One of the problems with hierarchical clustering is that it doesn’t actually place the rows in a definite order, it merely constrains the space of possible orderings. Take three items A, B and C. If you ignore reflections, there are three possible orderings: ABC, ACB, BAC. If clustering them gives you ((A+B)+C) as a tree, you know that C can’t end up between A and B, but it doesn’t tell you which way to flip the A+B cluster. It doesn’t tell you if the ABC ordering will lead to a clearer-looking heatmap than the BAC ordering.

heatmaply uses the seriation package to find an optimal ordering of rows and columns. Optimal means to optimize the Hamiltonian path length that is restricted by the dendrogram structure. This, in other words, means to rotate the branches so that the sum of distances between each adjacent leaf (label) will be minimized. This is related to a restricted version of the travelling salesman problem.

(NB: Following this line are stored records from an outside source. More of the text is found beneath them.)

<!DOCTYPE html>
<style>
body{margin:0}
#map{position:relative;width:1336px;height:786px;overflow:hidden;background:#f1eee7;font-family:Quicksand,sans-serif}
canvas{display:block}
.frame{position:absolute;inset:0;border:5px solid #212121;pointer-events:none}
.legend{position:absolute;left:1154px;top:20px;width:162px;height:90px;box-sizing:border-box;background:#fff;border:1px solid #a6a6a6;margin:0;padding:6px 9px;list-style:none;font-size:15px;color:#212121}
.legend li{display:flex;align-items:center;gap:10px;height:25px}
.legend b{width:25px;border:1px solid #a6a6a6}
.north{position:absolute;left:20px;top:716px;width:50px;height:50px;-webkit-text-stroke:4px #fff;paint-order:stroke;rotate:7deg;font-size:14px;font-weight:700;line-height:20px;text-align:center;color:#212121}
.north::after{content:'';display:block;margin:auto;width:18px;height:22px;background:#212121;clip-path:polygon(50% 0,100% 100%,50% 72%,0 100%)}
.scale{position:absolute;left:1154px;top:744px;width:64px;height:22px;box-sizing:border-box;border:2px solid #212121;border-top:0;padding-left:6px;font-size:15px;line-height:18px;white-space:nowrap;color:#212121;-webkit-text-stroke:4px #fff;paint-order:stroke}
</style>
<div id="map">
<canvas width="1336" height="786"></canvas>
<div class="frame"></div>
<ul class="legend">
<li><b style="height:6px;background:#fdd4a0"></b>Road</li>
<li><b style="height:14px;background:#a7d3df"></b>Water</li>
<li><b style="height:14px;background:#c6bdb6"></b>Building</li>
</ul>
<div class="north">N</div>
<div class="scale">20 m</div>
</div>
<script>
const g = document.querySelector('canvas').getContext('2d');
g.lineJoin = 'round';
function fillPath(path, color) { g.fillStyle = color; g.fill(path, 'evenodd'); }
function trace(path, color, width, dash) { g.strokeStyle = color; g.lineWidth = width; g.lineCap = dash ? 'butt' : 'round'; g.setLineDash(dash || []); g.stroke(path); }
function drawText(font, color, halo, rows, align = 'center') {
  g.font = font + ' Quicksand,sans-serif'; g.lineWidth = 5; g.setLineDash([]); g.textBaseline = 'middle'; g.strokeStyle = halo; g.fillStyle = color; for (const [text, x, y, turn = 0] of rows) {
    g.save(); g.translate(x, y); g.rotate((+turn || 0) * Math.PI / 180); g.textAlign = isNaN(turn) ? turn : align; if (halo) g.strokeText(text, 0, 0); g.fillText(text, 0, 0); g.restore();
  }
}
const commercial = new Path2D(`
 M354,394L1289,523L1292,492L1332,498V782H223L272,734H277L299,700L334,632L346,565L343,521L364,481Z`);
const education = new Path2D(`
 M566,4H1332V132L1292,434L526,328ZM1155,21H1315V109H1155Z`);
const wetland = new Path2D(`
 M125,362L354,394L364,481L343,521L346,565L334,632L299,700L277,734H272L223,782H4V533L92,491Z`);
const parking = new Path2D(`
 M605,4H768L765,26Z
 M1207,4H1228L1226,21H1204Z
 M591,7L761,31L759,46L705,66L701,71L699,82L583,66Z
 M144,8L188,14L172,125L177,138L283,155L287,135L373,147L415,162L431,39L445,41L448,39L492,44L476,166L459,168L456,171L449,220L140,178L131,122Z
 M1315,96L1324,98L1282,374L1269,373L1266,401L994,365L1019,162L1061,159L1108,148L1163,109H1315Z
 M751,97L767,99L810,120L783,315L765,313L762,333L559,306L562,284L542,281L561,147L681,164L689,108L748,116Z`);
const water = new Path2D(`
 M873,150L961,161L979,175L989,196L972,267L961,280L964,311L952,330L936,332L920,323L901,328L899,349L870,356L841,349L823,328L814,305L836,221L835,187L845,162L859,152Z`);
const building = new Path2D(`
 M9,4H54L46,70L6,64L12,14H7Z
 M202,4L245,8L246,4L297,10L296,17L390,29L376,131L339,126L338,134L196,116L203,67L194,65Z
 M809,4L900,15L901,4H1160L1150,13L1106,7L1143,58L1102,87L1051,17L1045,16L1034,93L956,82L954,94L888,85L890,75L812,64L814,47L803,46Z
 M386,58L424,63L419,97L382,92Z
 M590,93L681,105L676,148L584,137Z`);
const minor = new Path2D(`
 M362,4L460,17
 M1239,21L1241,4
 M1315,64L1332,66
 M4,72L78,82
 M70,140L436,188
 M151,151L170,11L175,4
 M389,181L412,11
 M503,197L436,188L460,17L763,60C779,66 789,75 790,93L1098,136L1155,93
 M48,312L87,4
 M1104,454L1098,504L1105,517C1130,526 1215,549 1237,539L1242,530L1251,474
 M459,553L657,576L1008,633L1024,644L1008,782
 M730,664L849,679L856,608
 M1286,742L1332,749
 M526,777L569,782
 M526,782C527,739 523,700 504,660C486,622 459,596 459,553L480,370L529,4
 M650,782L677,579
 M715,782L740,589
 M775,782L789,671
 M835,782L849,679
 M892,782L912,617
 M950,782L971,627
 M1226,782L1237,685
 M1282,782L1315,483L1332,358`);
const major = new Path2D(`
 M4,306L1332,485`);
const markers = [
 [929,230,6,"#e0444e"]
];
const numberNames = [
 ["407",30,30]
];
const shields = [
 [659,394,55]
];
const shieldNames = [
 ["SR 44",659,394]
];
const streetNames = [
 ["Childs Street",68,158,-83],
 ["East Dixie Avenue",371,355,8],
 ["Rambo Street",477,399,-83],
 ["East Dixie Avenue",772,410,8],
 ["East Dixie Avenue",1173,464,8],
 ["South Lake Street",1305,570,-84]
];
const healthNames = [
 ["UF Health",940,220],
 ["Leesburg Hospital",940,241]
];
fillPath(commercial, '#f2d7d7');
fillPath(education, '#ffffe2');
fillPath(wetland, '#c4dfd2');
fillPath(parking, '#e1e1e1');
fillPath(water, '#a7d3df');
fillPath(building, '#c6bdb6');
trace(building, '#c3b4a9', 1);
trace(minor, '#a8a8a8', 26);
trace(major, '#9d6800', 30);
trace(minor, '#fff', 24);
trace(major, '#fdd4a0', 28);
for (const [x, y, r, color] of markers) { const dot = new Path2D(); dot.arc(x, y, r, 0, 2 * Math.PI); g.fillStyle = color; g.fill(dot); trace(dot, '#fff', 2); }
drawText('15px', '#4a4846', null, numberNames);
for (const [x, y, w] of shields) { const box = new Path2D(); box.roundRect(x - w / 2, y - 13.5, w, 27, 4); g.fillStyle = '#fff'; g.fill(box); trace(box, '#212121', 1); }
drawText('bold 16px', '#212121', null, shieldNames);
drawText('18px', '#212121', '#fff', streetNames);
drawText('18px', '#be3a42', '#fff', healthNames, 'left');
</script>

Here we meet our first seriation algorithm: Optimal Leaf Ordering (OLO). This algorithm starts with the output of an agglomerative clustering algorithm and produces a unique ordering, one that flips the various branches of the dendrogram around so as to minimize the sum of dissimilarities between adjacent leaves. Here is the result of applying Optimal Leaf Ordering to the same clustering result as the heatmap above.

Code
heatmaply(normalize(wh_matrix[, -c(1, 2, 4, 5)]),
          seriate = "OLO")

The default options is “OLO” (Optimal leaf ordering) which optimizes the above criterion (in O(n^4)).

Code
heatmaply(normalize(wh_matrix[, -c(1, 2, 4, 5)]),
          seriate = "GW")

“GW” (Gruvaeus and Wainer) aims for the same goal but uses a potentially faster heuristic

Code
heatmaply(normalize(wh_matrix[, -c(1, 2, 4, 5)]),
          seriate = "mean")

The option “mean” gives the output we would get by default from heatmap functions in other packages such as gplots::heatmap.2.

Code
heatmaply(normalize(wh_matrix[, -c(1, 2, 4, 5)]),
          seriate = "none")

The option “none” gives us the dendrograms without any rotation that is based on the data matrix.

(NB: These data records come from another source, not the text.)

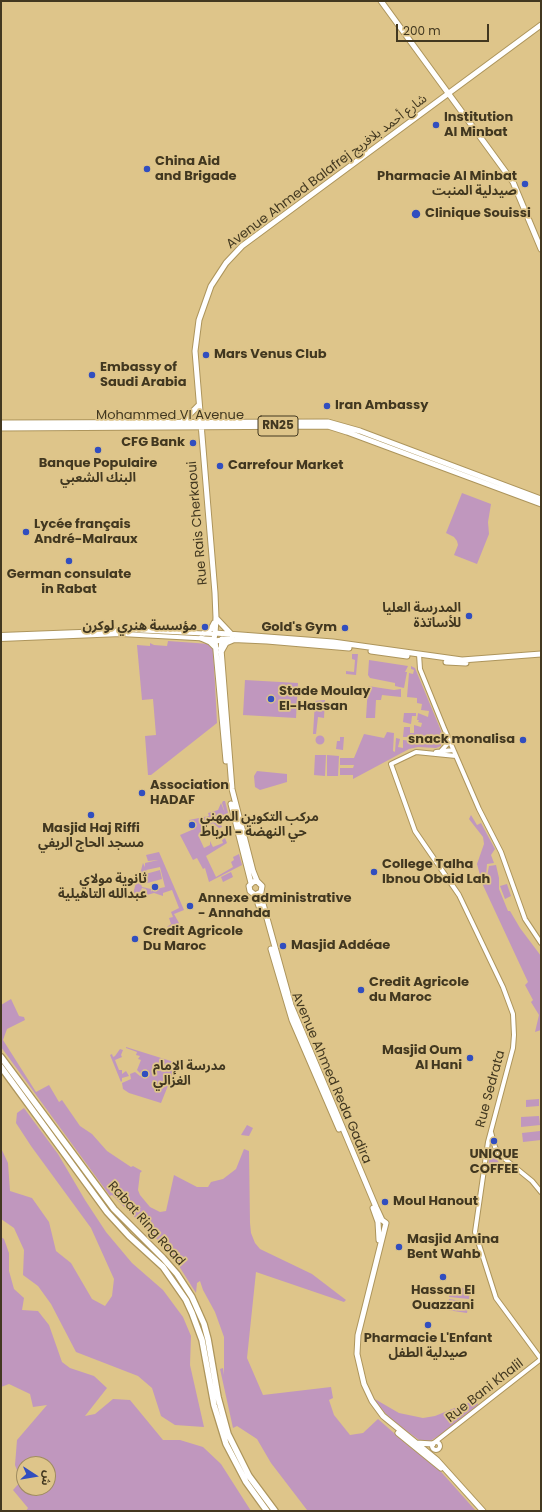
<!DOCTYPE html>
<html>
<head>
<meta charset="utf-8">
<style>
  body { margin:0 }
  #map { position:relative; width:542px; height:1512px; overflow:hidden; background:#dec58a; font-family:Poppins,"Noto Sans Arabic",sans-serif }
  canvas { display:block }
  .frame { position:absolute; inset:0; border:2px solid #423820; pointer-events:none }
  .north { position:absolute; left:16px; top:1456px; width:40px; height:40px; box-sizing:border-box; background:#dec58a; border:1px solid #a08d60; border-radius:50%; rotate:102deg; font-size:11px; font-weight:700; line-height:16px; text-align:center; color:#423820 }
  .north::after { content:''; display:block; margin:auto; width:14px; height:18px; background:#314ebf; clip-path:polygon(50% 0,100% 100%,50% 72%,0 100%) }
  .scale { position:absolute; left:396px; top:24px; width:93px; height:18px; box-sizing:border-box; border:2px solid #423820; border-top:0; padding-left:5px; font-size:12px; line-height:14px; white-space:nowrap; color:#423820; -webkit-text-stroke:3px #dec58a; paint-order:stroke }
</style>
</head>
<body>
<div id="map">
<canvas width="542" height="1512"></canvas>
<div class="frame"></div>
<div class="north">ش</div>
<div class="scale">200 m</div>
</div>
<script>
const ctx = document.querySelector('canvas').getContext('2d');
ctx.lineJoin = 'round';
function fill(path, color) { ctx.fillStyle = color; ctx.fill(path, 'evenodd'); }
const poly = rows => new Path2D(rows.map(r => 'M' + r).join(''));
function stroke(path, color, width, dash) { ctx.strokeStyle = color; ctx.lineWidth = width; ctx.lineCap = dash ? 'butt' : 'round'; ctx.setLineDash(dash || []); ctx.stroke(path); }
function drawText(font, color, halo, rows, align = 'center') {
  ctx.font = font + ' Poppins,"Noto Sans Arabic",sans-serif'; ctx.lineWidth = 3.5; ctx.setLineDash([]); ctx.textBaseline = 'middle'; ctx.strokeStyle = halo; ctx.fillStyle = color; for (const [text, x, y, turn = 0] of rows) {
    ctx.save(); ctx.translate(x, y); ctx.rotate((+turn || 0) * Math.PI / 180); ctx.textAlign = isNaN(turn) ? turn : align; if (halo) ctx.strokeText(text, 0, 0); ctx.fillText(text, 0, 0); ctx.restore();
  }
}
const green = poly([
  [462,493,491,504,488,522,489,534,477,564,454,555,458,545,457,541,454,537,446,533],
  [168,641,210,644,213,646,217,723,151,775,148,775,145,736,156,735,153,699,142,700,137,645,150,646,150,643,154,645,167,646],
  [352,654,358,654,356,675,346,674,346,671,354,672,355,660,352,659],
  [369,660,408,666,405,672,407,672,404,688,395,686,395,683,370,678,368,675],
  [411,666,415,668,442,733,436,740,436,742,441,744,441,746,436,748,418,747,409,749,353,779,353,775,340,775,340,768,353,768,354,765,340,765,340,758,354,758,364,734,384,738,387,732,394,733,393,751,395,752,396,738,400,739,398,747,403,748,403,740,412,741,410,737,403,737,404,727,410,727,410,733,414,733,414,725,421,727,422,723,418,722,419,720,417,720,418,713,428,717,429,711,421,710,422,704,417,703,417,698,407,697,409,673,413,674,414,670,411,669],
  [245,680,298,683,296,718,243,715],
  [368,686,394,690,401,689,401,697,382,695,381,700,376,700,375,718,366,718],
  [325,700,324,718,318,717,316,734,313,734,315,701],
  [404,713,416,713,416,716,412,716,411,724,403,722],
  '315.5 740a4.5 4.5 0 1 1 9 0a4.5 4.5 0 1 1-9 0Z',
  [340,737,344,737,343,750,336,749,337,741,340,741],
  [315,755,326,755,325,776,314,775],
  [327,755,339,756,338,776,327,776],
  [257,771,287,774,287,782,260,790,255,787,254,776],
  [223,801,225,801,228,813,218,818,222,827,219,828,213,823,203,828,206,834,204,832,198,835,204,848,210,845,210,841,213,847,223,843,222,840,225,838,227,843,206,856,216,877,233,867,231,862,234,860,233,857,239,854,242,865,209,882,205,868,203,869,197,858,193,860,180,835,194,829,193,826,191,827,189,820,209,816,208,813,218,810,221,803,225,813,222,803],
  [471,815,477,825,481,823,495,849,491,855,494,863,487,864,486,876,481,879,477,864,484,844,483,837,469,819],
  [159,852,184,910,174,914,179,923,170,929,167,927,171,924,169,918,173,917,171,912,179,908,172,890,163,893,163,896,154,893,147,895,146,889,142,888,137,899,132,897,138,876,142,887,151,889,151,892,152,890,165,887,160,867,146,870,147,872,140,874,143,863,145,867,145,863,158,860,148,861,146,855],
  [496,865,499,878,499,889,508,911,510,911,520,928,541,956,541,1030,535,1032,539,1015,531,1002,533,1000,525,985,528,982,481,881,487,876,489,866],
  [160,870,162,879,144,884,142,875],
  [231,872,233,877,223,882,221,877],
  [507,884,511,896,505,899,500,886],
  [11,999,19,1016,24,1017,25,1020,7,1029,3,1040,36,1092,49,1085,59,1102,62,1100,80,1126,92,1134,107,1151,131,1167,133,1166,142,1171,140,1173,138,1190,140,1195,150,1207,160,1212,166,1211,174,1175,197,1187,208,1187,211,1182,223,1179,236,1169,244,1149,249,1151,250,1223,251,1233,255,1243,260,1249,312,1274,346,1300,344,1302,256,1272,247,1358,263,1395,331,1387,333,1398,329,1400,334,1415,350,1435,363,1433,378,1419,411,1448,435,1465,476,1511,307,1510,271,1463,257,1439,237,1426,233,1428,220,1369,223,1368,224,1375,224,1337,215,1312,203,1290,200,1281,197,1283,196,1293,170,1252,112,1195,110,1196,1,1047,1,1005],
  [126,1047,174,1062,176,1066,161,1103,129,1093,123,1089,122,1083,131,1079,130,1074,135,1072,140,1076,142,1075,137,1070,141,1060,138,1059,140,1056,136,1055,137,1052,126,1048],
  [120,1049,123,1050,121,1055,122,1057,115,1060,119,1070,122,1070,122,1074,126,1071,129,1076,122,1078,122,1081,121,1082,110,1055,112,1054,113,1057,115,1056],
  [539,1099,539,1106,526,1107,526,1100],
  [24,1108,58,1154,85,1200,106,1232,132,1263,163,1290,183,1317,191,1336,190,1365,204,1427,175,1425,161,1416,152,1388,138,1376,76,1352,51,1304,38,1286,23,1275,24,1250,14,1228,1,1219,1,1148,8,1163,10,1191,32,1198,49,1222,56,1251,71,1263,92,1299,105,1306,112,1296,114,1279,91,1228,31,1146,16,1123,17,1113],
  [539,1116,540,1125,521,1127,521,1117],
  [247,1125,253,1128,249,1136,241,1135],
  [540,1131,541,1140,523,1142,522,1133],
  [490,1155,493,1155,506,1171,488,1168],
  [1,1237,4,1239,9,1253,9,1271,14,1289,24,1298,22,1310,38,1311,49,1325,62,1362,70,1368,94,1376,107,1388,85,1416,95,1414,113,1399,130,1400,163,1440,180,1440,203,1447,221,1464,251,1511,26,1511,28,1508,13,1490,21,1481,15,1465,17,1440,47,1405,33,1407,30,1394,9,1384,1,1387],
  [24,1464,48,1464,48,1488,24,1488],
  [450,1286,470,1289,469,1299,449,1297],
  [449,1299,469,1302,467,1313,447,1310],
  [373,1398,399,1413,423,1418,435,1416,467,1403,477,1402,478,1405,439,1436,430,1441,424,1441,419,1440,390,1419]
]);
const minor = poly([
  [1,635,132,630,214,634],
  [1,639,121,634,214,639],
  [419,654,420,669,444,728,479,809,501,852,525,919,541,943],
  [441,751,450,741],
  [436,752,453,750],
  [456,756,416,752,391,764,415,831,459,895,503,987,513,1014,514,1035,513,1048,488,1142,475,1232,496,1298,541,1359],
  [491,1132,495,1147,500,1155,532,1181,541,1192],
  [435,1442,541,1359],
  '432 1446a4 4 0 1 1 8 0a4 4 0 1 1-8 0Z'
]);
const major = poly([
  [381,1,513,182,541,249],
  [182,422,199,405],
  [1,423,328,422,360,431,541,499],
  [1,428,328,426,347,432,541,504],
  [216,618,232,635],
  [204,633,211,629,214,623],
  [215,634,216,618,215,593,195,351,199,320,211,286,226,263,242,246,541,25],
  [201,638,210,642,216,648],
  [222,639,267,641,349,648],
  [222,639,221,649,232,789,253,871,257,881,262,886,261,892,255,895,250,891,249,886,253,882,257,881],
  [215,640,226,761],
  [221,640,216,641,214,639,215,633,333,642,462,660,541,654],
  [371,651,407,656],
  [221,652,226,643,233,640],
  [446,662,466,663],
  [231,804,251,883],
  [260,893,291,1005,376,1207,382,1220,386,1223,358,1335,357,1354,364,1384,372,1401,383,1416,437,1460,483,1511],
  [255,895,260,909],
  [271,949,292,1020,339,1129],
  [373,1208,378,1222,379,1240],
  [398,1433,441,1468],
  [416,1443,433,1444]
]);
const highway = poly([
  [1,1057,114,1209,163,1258,177,1274,192,1297,204,1324,208,1339,218,1397,228,1434,249,1476,275,1511],
  [1,1067,107,1212,129,1236,163,1267,186,1300,192,1313,202,1340,214,1405,226,1444,246,1482,267,1511]
]);
const markers = [
  [436,125,4,"#314ebf"],
  [147,169,4,"#314ebf"],
  [525,184,4,"#314ebf"],
  [416,214,5,"#314ebf"],
  [206,355,4,"#314ebf"],
  [92,375,4,"#314ebf"],
  [327,406,4,"#314ebf"],
  [193,443,4,"#314ebf"],
  [98,450,4,"#314ebf"],
  [220,466,4,"#314ebf"],
  [26,532,4,"#314ebf"],
  [69,561,4,"#314ebf"],
  [469,616,4,"#314ebf"],
  [205,627,4,"#314ebf"],
  [345,628,4,"#314ebf"],
  [271,699,4,"#314ebf"],
  [523,740,4,"#314ebf"],
  [142,793,4,"#314ebf"],
  [91,815,4,"#314ebf"],
  [192,825,4,"#314ebf"],
  [374,872,4,"#314ebf"],
  [155,887,4,"#314ebf"],
  [190,906,4,"#314ebf"],
  [135,939,4,"#314ebf"],
  [283,946,4,"#314ebf"],
  [361,990,4,"#314ebf"],
  [470,1058,4,"#314ebf"],
  [145,1074,4,"#314ebf"],
  [494,1141,4,"#314ebf"],
  [385,1202,4,"#314ebf"],
  [399,1247,4,"#314ebf"],
  [443,1277,4,"#314ebf"],
  [428,1325,4,"#314ebf"]
];
const shields = [
  [278,426,40]
];
const shieldNames = [
  ["RN25",278,426]
];
const poiNames = [
  ["Institution",444,118],
  ["Al Minbat",444,133],
  ["China Aid",155,162],
  ["and Brigade",155,177],
  ["Pharmacie Al Minbat",517,177,"right"],
  ["صيدلية المنبت",517,192,"right"],
  ["Clinique Souissi",425,214],
  ["Mars Venus Club",214,355],
  ["Embassy of",100,368],
  ["Saudi Arabia",100,383],
  ["Iran Ambassy",335,406],
  ["CFG Bank",185,443,"right"],
  ["Banque Populaire",98,464,"center"],
  ["البنك الشعبي",98,479,"center"],
  ["Carrefour Market",228,466],
  ["Lycée français",34,525],
  ["André-Malraux",34,540],
  ["German consulate",69,575,"center"],
  ["in Rabat",69,590,"center"],
  ["المدرسة العليا",461,609,"right"],
  ["للأساتذة",461,624,"right"],
  ["مؤسسة هنري لوكرن",197,627,"right"],
  ["Gold's Gym",337,628,"right"],
  ["Stade Moulay",279,692],
  ["El-Hassan",279,707],
  ["snack monalisa",515,740,"right"],
  ["Association",150,786],
  ["HADAF",150,801],
  ["مركب التكوين المهني",200,818],
  ["حي النهضة - الرباط",200,833],
  ["Masjid Haj Riffi",91,829,"center"],
  ["مسجد الحاج الريفي",91,844,"center"],
  ["College Talha",382,865],
  ["Ibnou Obaid Lah",382,880],
  ["ثانوية مولاي",147,880,"right"],
  ["عبدالله التاهيلية",147,895,"right"],
  ["Annexe administrative",198,899],
  ["- Annahda",198,914],
  ["Credit Agricole",143,932],
  ["Du Maroc",143,947],
  ["Masjid Addéae",291,946],
  ["Credit Agricole",369,983],
  ["du Maroc",369,998],
  ["Masjid Oum",462,1051,"right"],
  ["Al Hani",462,1066,"right"],
  ["مدرسة الإمام",153,1067],
  ["الغزالي",153,1082],
  ["UNIQUE",494,1155,"center"],
  ["COFFEE",494,1170,"center"],
  ["Moul Hanout",393,1202],
  ["Masjid Amina",407,1240],
  ["Bent Wahb",407,1255],
  ["Hassan El",443,1291,"center"],
  ["Ouazzani",443,1306,"center"],
  ["Pharmacie L'Enfant",428,1339,"center"],
  ["صيدلية الطفل",428,1354,"center"]
];
const streetNames = [
  ["Avenue Ahmed Balafrej شارع أحمد بلافريج",327,172,-37],
  ["Mohammed VI Avenue",170,416],
  ["Rue Rais Cherkaoui",198,523,-95],
  ["Avenue Ahmed Reda Gadira",331,1078,67],
  ["Rue Sedrata",491,1089,-75],
  ["Rabat Ring Road",146,1224,48],
  ["Rue Bani Khalil",485,1391,-38]
];
fill(green, '#c097be');
stroke(minor, '#ad955c', 6);
stroke(major, '#ad955c', 7);
stroke(highway, '#ad955c', 8);
stroke(minor, '#fff', 4);
stroke(major, '#fff', 5);
stroke(highway, '#fff', 5.5);
for (const [x, y, r, color] of markers) { const dot = new Path2D(); dot.arc(x, y, r, 0, 2 * Math.PI); ctx.fillStyle = color; ctx.fill(dot); stroke(dot, '#dec58a', 1.5); }
for (const [x, y, w] of shields) { const box = new Path2D(); box.roundRect(x - w / 2, y - 10, w, 20, 3); ctx.fillStyle = '#dec58a'; ctx.fill(box); stroke(box, '#423820', 1); }
drawText('bold 12px', '#423820', null, shieldNames);
drawText('bold 13px', '#423820', '#dec58a', poiNames, 'left');
drawText('13px', '#423820', '#dec58a', streetNames);
</script>
</body>
</html>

Working with colour palettes

The default colour palette uses by heatmaply is viridis. heatmaply users, however, can use other colour palettes in order to improve the aestheticness and visual friendliness of the heatmap.

In the code chunk below, the Blues colour palette of rColorBrewer is used

Code
heatmaply(normalize(wh_matrix[, -c(1, 2, 4, 5)]),
          seriate = "none",
          colors = Blues)

Finishing touch

Beside providing a wide collection of arguments for meeting the statistical analysis needs, heatmaply also provides many plotting features to ensure cartographic quality heatmap can be produced.

In the code chunk below the following arguments are used:

  • k_row is used to produce 5 groups.

  • margins is used to change the top margin to 60 and row margin to 200.

  • fontsizw_row and fontsize_col are used to change the font size for row and column labels to 4.

  • main is used to write the main title of the plot.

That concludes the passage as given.